Guest Post: Making the video – Tomorrow Today


Today’s article from our Digital Resident Patrick Samuel is exploring the creation of his music video for ‘Tomorrow Today’. 

To support the release of his second album, Patrick dreamed up a wonderful music video which featured his emotional support dog. Here he is to tell us if there’s any truth to what they say about working with animals in show business!

An asian man wearing a denim jacket, smiling as he crouches down and strokes a large dog

What inspired you to write Tomorrow Today?

When I was working on Distant Star, I focused on relationships, as much as I did on autism. The two are so linked together because I started to realise how much my autism has always affected my connections with others. One thing I kept coming back to was a past relationship with someone who always said they only loved me in the present moment.

The song is written from the perspective I had back then, that whilst they may go off and be with other people at any time, “I know you love me today”. At the time, that was good enough for me, despite the uncertainty of a future and the anxiety this would cause me.

The production is quite lush and there’s a lot of focus on the acoustic guitar, which I was just learning to play at the time. I wanted it sound epic, but there’s something that’s also inherently forlorn about it, which tied in with the overall theme of the album as well.

How did the story with your dog fit into the video?

There are times when it’s important for a music video to reflect the lyrical content of the song, but I really didn’t want to go down that route with Tomorrow Today. I thought to do something entirely different and put the focus on Chase, my emotional support dog.

Chase is a Belgian Malinois, he’s trained and certified and he provides me with daily support by engaging me in activities when he detects low mood or distress. He provides sensory stimulation with his soft fur and can act as a weighted blanket when I’m overwhelmed. He’s quite independent, but his daily routine is also part of my daily routine and that helps give my day focus and stability.

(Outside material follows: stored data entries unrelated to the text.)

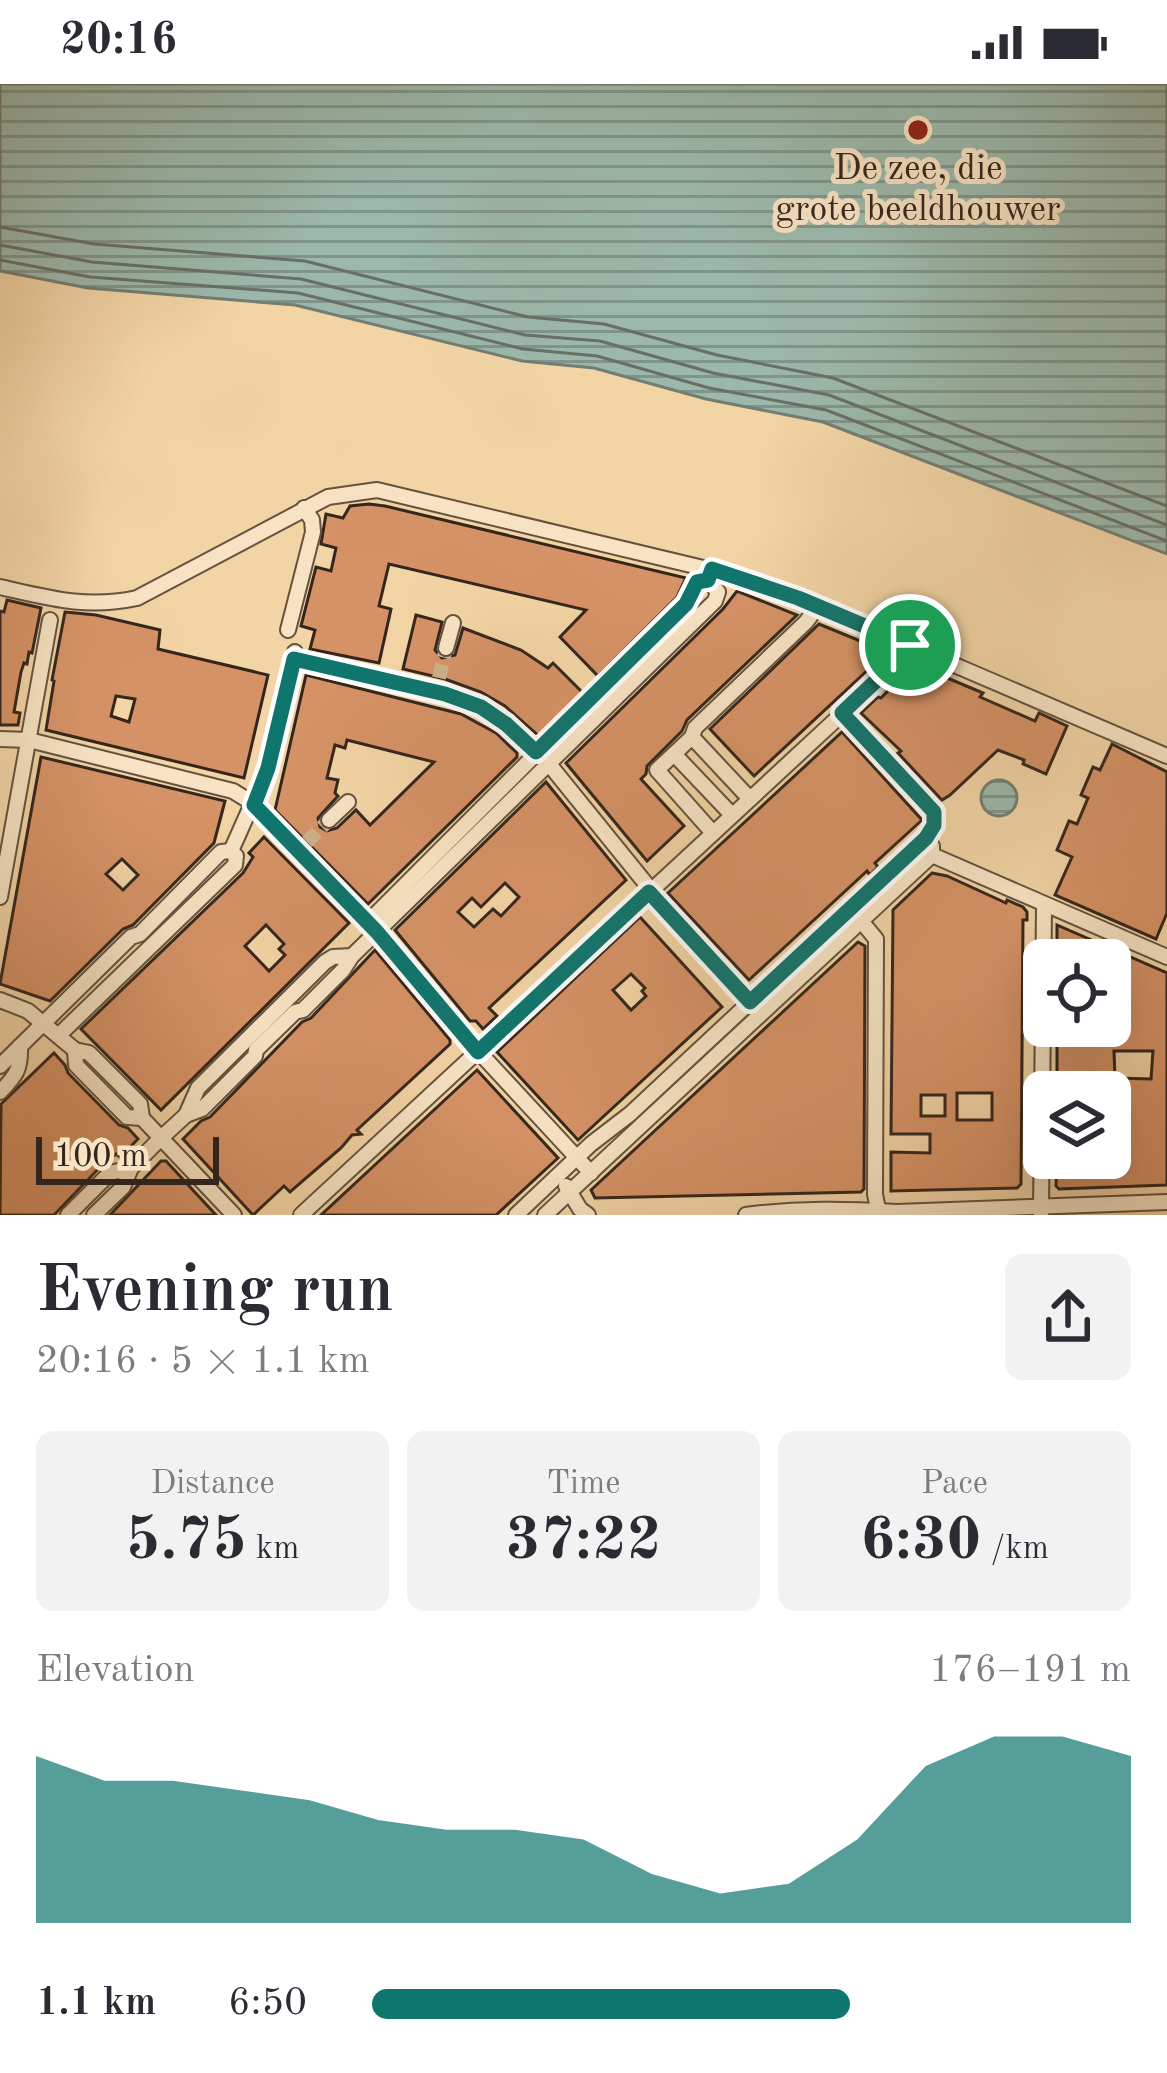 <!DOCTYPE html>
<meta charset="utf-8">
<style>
body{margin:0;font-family:"Old Standard TT",serif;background:#f2f2f3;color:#2b2b33;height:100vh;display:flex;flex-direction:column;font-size:45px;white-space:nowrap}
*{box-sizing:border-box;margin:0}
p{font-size:39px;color:#7c7c81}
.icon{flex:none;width:66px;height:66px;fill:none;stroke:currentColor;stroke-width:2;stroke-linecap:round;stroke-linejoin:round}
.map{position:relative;height:1131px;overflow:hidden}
.drawer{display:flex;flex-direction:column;background:#fff;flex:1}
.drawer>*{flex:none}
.buttons{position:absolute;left:1023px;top:855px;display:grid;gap:24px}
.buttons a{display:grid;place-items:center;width:108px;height:108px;border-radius:18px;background:#fff;box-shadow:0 12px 48px #0002;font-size:60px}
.scale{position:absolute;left:36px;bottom:30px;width:183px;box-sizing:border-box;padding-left:12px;border:6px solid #35261d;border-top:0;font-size:33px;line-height:42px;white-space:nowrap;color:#35261d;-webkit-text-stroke:9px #f7e3c4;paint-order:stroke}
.pin{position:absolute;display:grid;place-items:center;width:102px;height:102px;color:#fff;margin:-51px;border:6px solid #fff;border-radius:50%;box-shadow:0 3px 12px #0007}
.round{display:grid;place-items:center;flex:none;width:126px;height:126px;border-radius:18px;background:#f2f2f3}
.head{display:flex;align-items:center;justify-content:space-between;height:204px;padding:0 36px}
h1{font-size:66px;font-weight:700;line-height:90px}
.figures{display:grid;grid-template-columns:repeat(3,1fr);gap:18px;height:204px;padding:12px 36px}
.figures div{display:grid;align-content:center;border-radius:18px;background:#f2f2f3;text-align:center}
.figures b{font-size:60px;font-weight:700}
.figures small{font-size:33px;font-weight:400}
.figures p{font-size:33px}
.chart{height:336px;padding:24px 36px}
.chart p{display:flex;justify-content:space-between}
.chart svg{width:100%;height:216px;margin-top:12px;fill:#0f766e;opacity:.7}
ul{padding:0 36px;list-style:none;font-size:39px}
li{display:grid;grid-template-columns:192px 144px 1fr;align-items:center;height:90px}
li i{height:30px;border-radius:15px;background:#0f766e}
.status{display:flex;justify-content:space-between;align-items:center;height:84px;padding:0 60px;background:#fff;direction:ltr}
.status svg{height:33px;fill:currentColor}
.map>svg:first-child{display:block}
.water{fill:url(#water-rules);stroke:#727e72;stroke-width:3}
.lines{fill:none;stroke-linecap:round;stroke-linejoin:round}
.shore{stroke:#686f64;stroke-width:3}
.building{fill:#d59266;stroke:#35261d;stroke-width:3;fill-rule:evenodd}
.minor-tunnel{stroke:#ccb18a;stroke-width:14;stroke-dasharray:14 7;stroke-linecap:butt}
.minor-casing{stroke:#64523f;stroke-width:18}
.minor{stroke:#f7e3c4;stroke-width:14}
.route-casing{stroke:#fff;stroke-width:24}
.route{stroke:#0f766e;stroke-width:15}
.poi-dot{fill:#8f2418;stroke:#f7e3c4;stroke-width:4.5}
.labels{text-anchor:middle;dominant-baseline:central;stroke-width:10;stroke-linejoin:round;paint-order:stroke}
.poi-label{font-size:36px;fill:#35261d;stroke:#f7e3c4}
</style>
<div class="status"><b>20:16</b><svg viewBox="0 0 49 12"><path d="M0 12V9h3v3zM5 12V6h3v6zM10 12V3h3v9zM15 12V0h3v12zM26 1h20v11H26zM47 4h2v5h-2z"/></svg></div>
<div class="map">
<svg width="1167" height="1131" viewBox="0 0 1167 1131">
<defs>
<pattern id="water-rules" width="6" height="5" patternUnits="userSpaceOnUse" patternTransform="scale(3)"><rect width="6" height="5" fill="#9bb8ab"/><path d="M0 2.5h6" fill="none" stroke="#7f958b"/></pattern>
</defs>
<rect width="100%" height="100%" fill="#f2d4a5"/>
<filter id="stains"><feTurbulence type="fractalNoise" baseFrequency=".00167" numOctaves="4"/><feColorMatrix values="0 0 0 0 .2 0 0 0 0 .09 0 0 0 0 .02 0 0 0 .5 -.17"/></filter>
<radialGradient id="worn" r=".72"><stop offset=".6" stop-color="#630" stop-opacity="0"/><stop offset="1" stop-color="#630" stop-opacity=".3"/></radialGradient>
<g class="water">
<path d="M 0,0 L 1167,0 L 1167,470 L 823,338 L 706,315 L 594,284 L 522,277 L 295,221 L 88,204 L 0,187 Z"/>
<circle cx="999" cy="714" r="18"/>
</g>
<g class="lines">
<g class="shore">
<path d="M 0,143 L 94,160 L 305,177 L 528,233 L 604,240 L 717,271 L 833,294 L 1167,422"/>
<path d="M 0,161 L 92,178 L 301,195 L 525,251 L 600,257 L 713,289 L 829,311 L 1167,441"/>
<path d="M 0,176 L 90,193 L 298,209 L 523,265 L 597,272 L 709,304 L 826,326 L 1167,457"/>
</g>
</g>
<g class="building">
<path d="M 369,420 L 385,422 L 686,494 L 677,513 L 598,592 L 560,553 L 586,526 L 389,480 L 379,522 L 391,525 L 379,579 L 310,565 L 315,546 L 301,542 L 316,483 L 331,487 L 336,464 L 321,460 L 326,430 L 343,434 L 350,422 Z"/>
<path d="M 737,507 L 797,531 L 687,636 L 682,647 L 647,682 L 646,690 L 641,695 L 684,742 L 647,777 L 566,679 L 723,525 Z"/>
<path d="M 7,516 L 41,524 L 32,569 L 29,568 L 27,580 L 24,579 L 21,588 L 14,628 L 20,629 L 18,641 L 0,641 L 0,527 L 4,528 Z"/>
<path d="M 65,528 L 96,531 L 160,546 L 158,565 L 268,591 L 244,694 L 46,646 L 54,597 L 52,596 ZM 116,612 L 135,615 L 129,638 L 111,632 Z"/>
<path d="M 416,531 L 442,538 L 435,566 L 442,574 L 455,571 L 463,544 L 521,566 L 548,584 L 553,579 L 582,608 L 539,652 L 505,622 L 481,608 L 445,595 L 403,585 Z"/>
<path d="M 819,540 L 887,568 L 754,692 L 710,645 Z"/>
<path d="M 914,580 L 983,609 L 980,613 L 1035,637 L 1039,629 L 1067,642 L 1046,690 L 1023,680 L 1024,676 L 998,666 L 950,711 L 942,716 L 939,713 L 898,669 L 901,667 L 861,629 L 878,613 L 881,614 Z"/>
<path d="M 306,591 L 461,630 L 496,649 L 517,669 L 517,673 L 368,820 L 275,726 ZM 347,656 L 434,678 L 370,741 L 356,726 L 337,744 L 327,747 L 320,743 L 318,734 L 338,712 L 335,709 L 338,696 L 327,694 L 335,661 L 345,664 Z"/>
<path d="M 842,648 L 922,736 L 875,779 L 878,783 L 870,791 L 867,787 L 749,896 L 668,809 Z"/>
<path d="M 1112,660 L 1167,688 L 1167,829 L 1156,855 L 1055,811 L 1072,773 L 1057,766 L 1069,737 L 1077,740 L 1088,714 L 1081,711 L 1093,683 L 1100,686 Z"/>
<path d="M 41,673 L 225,717 L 214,759 L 133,841 L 123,845 L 50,917 L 0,900 ZM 122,775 L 138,791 L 123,806 L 106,790 Z"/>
<path d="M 546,698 L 626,796 L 489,924 L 497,932 L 483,945 L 476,937 L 470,937 L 395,846 ZM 505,799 L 519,813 L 501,832 L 493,825 L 474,843 L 458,828 L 472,814 L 481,823 Z"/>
<path d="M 264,753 L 349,839 L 161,1026 L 81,945 L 243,789 L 253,773 L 249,769 ZM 266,841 L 284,860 L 279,865 L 285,871 L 269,887 L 245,862 Z"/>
<path d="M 932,789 L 947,792 L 1006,819 L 1007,816 L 1023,823 L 1027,828 L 1027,836 L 1023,836 L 1021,1100 L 1017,1104 L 891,1107 L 891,1068 L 930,1069 L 930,1050 L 891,1050 L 893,826 ZM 957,1009 L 992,1009 L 992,1036 L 957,1036 ZM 921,1011 L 945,1011 L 945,1032 L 921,1032 Z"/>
<path d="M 640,833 L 722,923 L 578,1056 L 497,968 ZM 631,890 L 645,904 L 642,907 L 646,912 L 631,926 L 613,906 Z"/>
<path d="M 1057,841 L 1167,889 L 1167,1101 L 1059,1105 L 1056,1102 L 1057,1074 L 1110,1074 L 1110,1071 L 1121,1071 L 1120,1034 L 1110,1034 L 1110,1008 L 1095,1008 L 1095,991 L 1057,990 L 1057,942 L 1110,942 L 1110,876 L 1057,876 ZM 1114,967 L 1153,967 L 1151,995 L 1115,994 Z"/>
<path d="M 858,858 L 865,862 L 864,1105 L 861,1108 L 595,1114 L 591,1106 Z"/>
<path d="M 375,866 L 450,956 L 450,960 L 357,1046 L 361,1050 L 352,1051 L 341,1064 L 290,1108 L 284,1102 L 253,1131 L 183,1055 L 201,1037 L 210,1033 L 302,938 L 311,934 Z"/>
<path d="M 54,969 L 65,981 L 68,989 L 119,1041 L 128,1044 L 138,1055 L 120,1073 L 116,1070 L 102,1081 L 54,1131 L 0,1131 L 1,1020 Z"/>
<path d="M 477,986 L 558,1074 L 496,1131 L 321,1131 Z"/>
<path d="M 161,1077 L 166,1077 L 216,1131 L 110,1131 Z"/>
</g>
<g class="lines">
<g class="minor-tunnel">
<path d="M 439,594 L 446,564"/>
<path d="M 307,758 L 329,736"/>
</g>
<g class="minor-casing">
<g id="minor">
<path d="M 0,503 C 49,514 86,525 137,514 L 328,413 L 377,406 L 745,494 L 798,514 L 1167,672"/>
<path d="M 288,546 L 313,448 L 312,436 L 304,424"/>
<path d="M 446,564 L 453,539"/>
<path d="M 294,575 L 445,610 L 481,623 L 506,640 L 549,680 L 651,806"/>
<path d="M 692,653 L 695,644 L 806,538 L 818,522"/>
<path d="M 0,655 L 29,656 L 233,707 L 254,720 L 377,848 L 479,968 L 591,1089"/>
<path d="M 674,670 L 732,731"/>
<path d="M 329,736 L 348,718"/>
<path d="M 713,749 L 657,686 L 692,653 L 750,715"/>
<path d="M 932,771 L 1167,873"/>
<path d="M 649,808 L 755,923"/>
<path d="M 0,813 L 50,536"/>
<path d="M 861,837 L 876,855 L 875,1110 L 879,1131"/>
<path d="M 367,839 L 686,520 L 697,498 L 708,496"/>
<path d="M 0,916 L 28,927 L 75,966 L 89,969 L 140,1020 L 142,1034 L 234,1131"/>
<path d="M 59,951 L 235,781 L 236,772 L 231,767 L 268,684 L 295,568"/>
<path d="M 75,966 L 76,981 L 127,1033 L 142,1034"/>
<path d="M 0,982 L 131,853 L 140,850 L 221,768 L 231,767"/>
<path d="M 0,1008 C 16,992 21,985 20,962"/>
<path d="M 186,1031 L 198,1004 L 325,878 L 333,873 L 352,872"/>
<path d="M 566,1102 L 580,1125 L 588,1131"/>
<path d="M 1041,1129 L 1044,822"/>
<path d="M 68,1131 L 110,1089 L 131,1084"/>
<path d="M 94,1131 L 123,1103 L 131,1084 L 161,1054 L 186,1031 L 202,1025 L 255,972 L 256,966 L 295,928 L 303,926 L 343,886 L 352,872 L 715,517 L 718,508 L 708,496 L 712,486"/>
<path d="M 301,1131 L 843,629 L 900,574 L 909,561"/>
<path d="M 516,1131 L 591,1060 L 630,1030 L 926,754 L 934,741 L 934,728 L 843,629"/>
<path d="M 545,1131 L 932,771 L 932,762 L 926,754"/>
<path d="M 746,1131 C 798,1124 845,1125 897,1128 L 1167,1118"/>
</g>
</g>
<use href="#minor" class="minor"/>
</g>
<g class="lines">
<g class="route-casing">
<path id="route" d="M 712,485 L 798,514 L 910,561 L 900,574 L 842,629 L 934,728 L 934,741 L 926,754 L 750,918 L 649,808 L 478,968 L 377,848 L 254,721 L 268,684 L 294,575 L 445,610 L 481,623 L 506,640 L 536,668 L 686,520 L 697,498 L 708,496 Z"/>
</g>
<use href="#route" class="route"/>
</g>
<circle class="poi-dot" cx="918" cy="46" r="12"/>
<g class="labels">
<g class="poi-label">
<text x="918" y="86">De zee, die<tspan x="918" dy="41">grote beeldhouwer</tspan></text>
</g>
</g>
<rect width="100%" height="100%" filter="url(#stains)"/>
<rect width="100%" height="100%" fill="url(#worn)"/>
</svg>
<div class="buttons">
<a><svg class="icon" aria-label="locate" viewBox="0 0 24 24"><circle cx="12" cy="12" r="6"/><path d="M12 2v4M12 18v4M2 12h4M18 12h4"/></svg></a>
<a><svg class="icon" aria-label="layers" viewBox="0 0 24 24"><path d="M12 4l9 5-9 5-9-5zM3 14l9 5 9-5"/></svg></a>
</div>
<div class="scale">100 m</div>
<div class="pin" style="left:910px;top:561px;background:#1e9e55"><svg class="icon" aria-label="arrive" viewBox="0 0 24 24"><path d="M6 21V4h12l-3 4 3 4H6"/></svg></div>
</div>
<section class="drawer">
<div class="head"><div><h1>Evening run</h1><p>20:16 · 5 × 1.1 km</p></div><a class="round"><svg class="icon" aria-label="share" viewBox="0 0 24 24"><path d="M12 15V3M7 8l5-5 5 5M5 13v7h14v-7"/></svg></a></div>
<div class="figures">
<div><p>Distance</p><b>5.75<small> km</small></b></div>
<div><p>Time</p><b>37:22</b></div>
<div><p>Pace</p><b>6:30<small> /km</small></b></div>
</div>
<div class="chart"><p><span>Elevation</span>176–191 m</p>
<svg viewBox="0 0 160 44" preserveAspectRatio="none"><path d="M0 44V10L10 15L20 15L30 17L40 19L50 23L60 25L70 25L80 27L90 34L100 38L110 36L120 27L130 12L140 6L150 6L160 10V44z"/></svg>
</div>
<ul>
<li><b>1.1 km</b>6:50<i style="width:63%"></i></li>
</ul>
</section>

I wanted the video to tell a story about a boy who’s looking for his lost dog, played by Chase. The boy would visit familiar places putting up posters as he searches for him and eventually, they would be reunited. The rest of the video follows them on an adventure day together in nature and ends with them sitting together at the end of the day, watching the sunset.

What was filming with Chase like?

It was his second music video appearance so far, but he’s been in short films before and he’s comfortable in front of the camera. Chase is easy to motivate as he’s always ready for action and adventure.

We began filming in some of the parks in north London such as Broomfield Park and Firs Farm, before taking the train and heading to Richmond Park, where the second half of the video plays out. He thoroughly enjoyed the day out and all the attention he received from onlookers as we filmed, even making friends on the train as well.

There’s the moment when we’re reunited, and he runs up to me and looks directly at the camera as if to say, “Did I do it right?” and it’s such an adorable look that we kept it in the video. He’s easy to work with, but I’m not sure if he’d say the same about me!

What kind of responses has the video had so far?

I was lucky to be able to present it on the big screen at my local theatre, not just once, but three times! The first time was at an autism conference and Chase came on stage to introduce the video with me, and the other two times were at launch events to promote my solo exhibitions.

At all three of those events, the responses were overwhelming, people love seeing Chase on screen and in person, and afterwards there are often questions about how you can get dogs trained to work with people with autism, so he’s helped to open up a lot of discussions on the subject.

WATCH: Tomorrow Today




Digital Residencies is part of Drake Music’s covid-secure artistic programming and is supported by the Arts Council England Culture Recovery Fund. It is a self-directed online residency for Disabled artists.